### EXERCISE
Your output should be an exact copy of the records, with no pictures in it.
____ SOURCE DATA
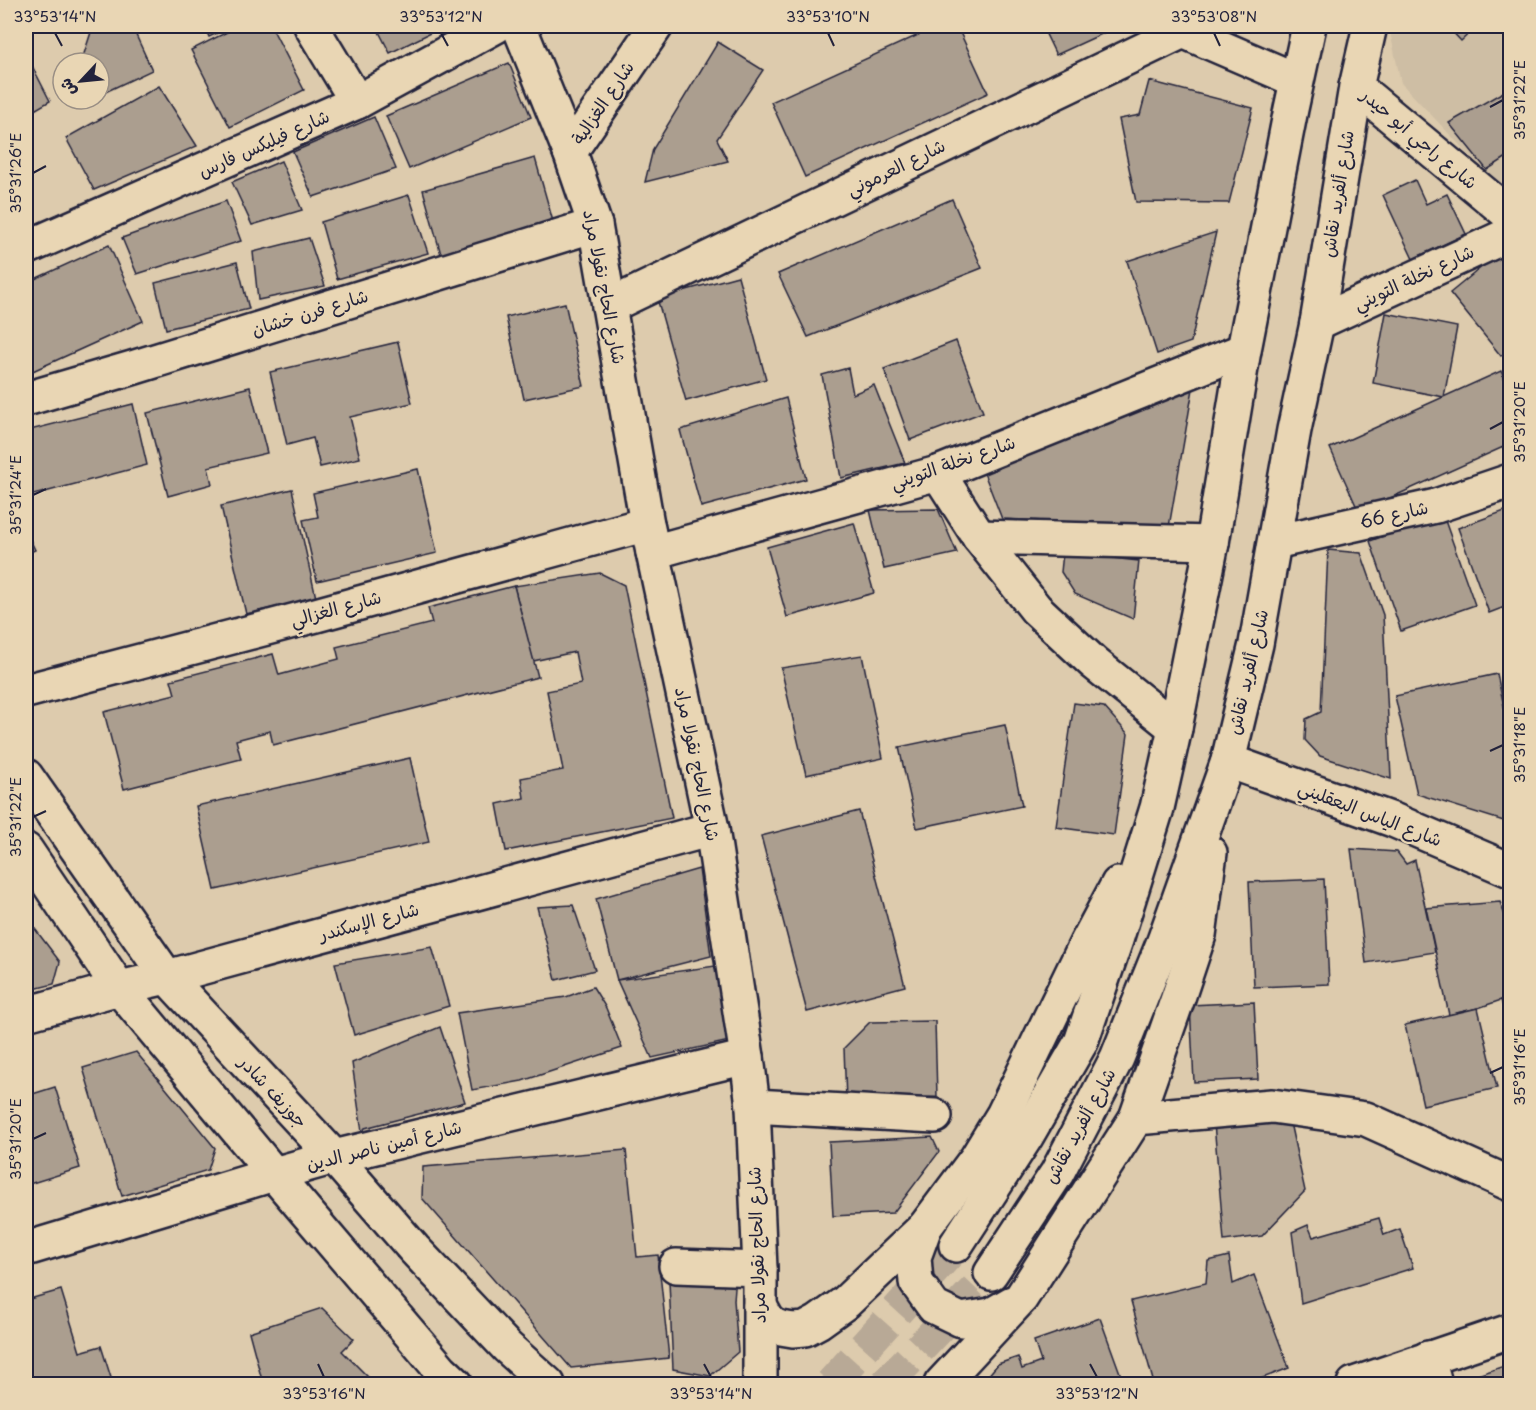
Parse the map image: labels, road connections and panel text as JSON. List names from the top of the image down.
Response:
{
  "streets": {
    "main road": [
      "شارع الغزالية",
      "شارع راجي أبو حيدر",
      "شارع فيليكس فارس",
      "شارع العرموني",
      "شارع ألفريد نقاش",
      "شارع نخلة التويني",
      "شارع الحاج نقولا مراد",
      "شارع فرن خشان",
      "شارع 66",
      "شارع الغزالي",
      "شارع الياس البعقليني",
      "شارع الإسكندر",
      "جوزيف شادر",
      "شارع أمين ناصر الدين"
    ]
  },
  "crossings": [
    ["شارع الغزالية", "شارع الحاج نقولا مراد"],
    ["شارع راجي أبو حيدر", "شارع ألفريد نقاش"],
    ["شارع العرموني", "شارع الحاج نقولا مراد"],
    ["شارع ألفريد نقاش", "شارع نخلة التويني"],
    ["شارع ألفريد نقاش", "شارع 66"],
    ["شارع ألفريد نقاش", "شارع الياس البعقليني"],
    ["شارع نخلة التويني", "شارع الحاج نقولا مراد"],
    ["شارع نخلة التويني", "شارع الغزالي"],
    ["شارع الحاج نقولا مراد", "شارع فرن خشان"],
    ["شارع الحاج نقولا مراد", "شارع الغزالي"],
    ["شارع الحاج نقولا مراد", "شارع الإسكندر"],
    ["شارع الحاج نقولا مراد", "شارع أمين ناصر الدين"],
    ["شارع الإسكندر", "جوزيف شادر"],
    ["جوزيف شادر", "شارع أمين ناصر الدين"]
  ],
  "north": "bottom left",
  "coordinates": [
    "33°53'14\"N",
    "33°53'12\"N",
    "33°53'10\"N",
    "33°53'08\"N",
    "35°31'22\"E",
    "35°31'26\"E",
    "35°31'20\"E",
    "35°31'24\"E",
    "35°31'18\"E",
    "35°31'16\"E",
    "33°53'16\"N"
  ]
}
________
### RESPONSE AREA
Parse the map image: labels, road connections and panel text as JSON. List names from the top of the image down.
Response:
{
  "streets": {
    "main road": [
      "شارع الغزالية",
      "شارع راجي أبو حيدر",
      "شارع فيليكس فارس",
      "شارع العرموني",
      "شارع ألفريد نقاش",
      "شارع نخلة التويني",
      "شارع الحاج نقولا مراد",
      "شارع فرن خشان",
      "شارع 66",
      "شارع الغزالي",
      "شارع الياس البعقليني",
      "شارع الإسكندر",
      "جوزيف شادر",
      "شارع أمين ناصر الدين"
    ]
  },
  "crossings": [
    ["شارع الغزالية", "شارع الحاج نقولا مراد"],
    ["شارع راجي أبو حيدر", "شارع ألفريد نقاش"],
    ["شارع العرموني", "شارع الحاج نقولا مراد"],
    ["شارع ألفريد نقاش", "شارع نخلة التويني"],
    ["شارع ألفريد نقاش", "شارع 66"],
    ["شارع ألفريد نقاش", "شارع الياس البعقليني"],
    ["شارع نخلة التويني", "شارع الحاج نقولا مراد"],
    ["شارع نخلة التويني", "شارع الغزالي"],
    ["شارع الحاج نقولا مراد", "شارع فرن خشان"],
    ["شارع الحاج نقولا مراد", "شارع الغزالي"],
    ["شارع الحاج نقولا مراد", "شارع الإسكندر"],
    ["شارع الحاج نقولا مراد", "شارع أمين ناصر الدين"],
    ["شارع الإسكندر", "جوزيف شادر"],
    ["جوزيف شادر", "شارع أمين ناصر الدين"]
  ],
  "north": "bottom left",
  "coordinates": [
    "33°53'14\"N",
    "33°53'12\"N",
    "33°53'10\"N",
    "33°53'08\"N",
    "35°31'22\"E",
    "35°31'26\"E",
    "35°31'20\"E",
    "35°31'24\"E",
    "35°31'18\"E",
    "35°31'16\"E",
    "33°53'16\"N"
  ]
}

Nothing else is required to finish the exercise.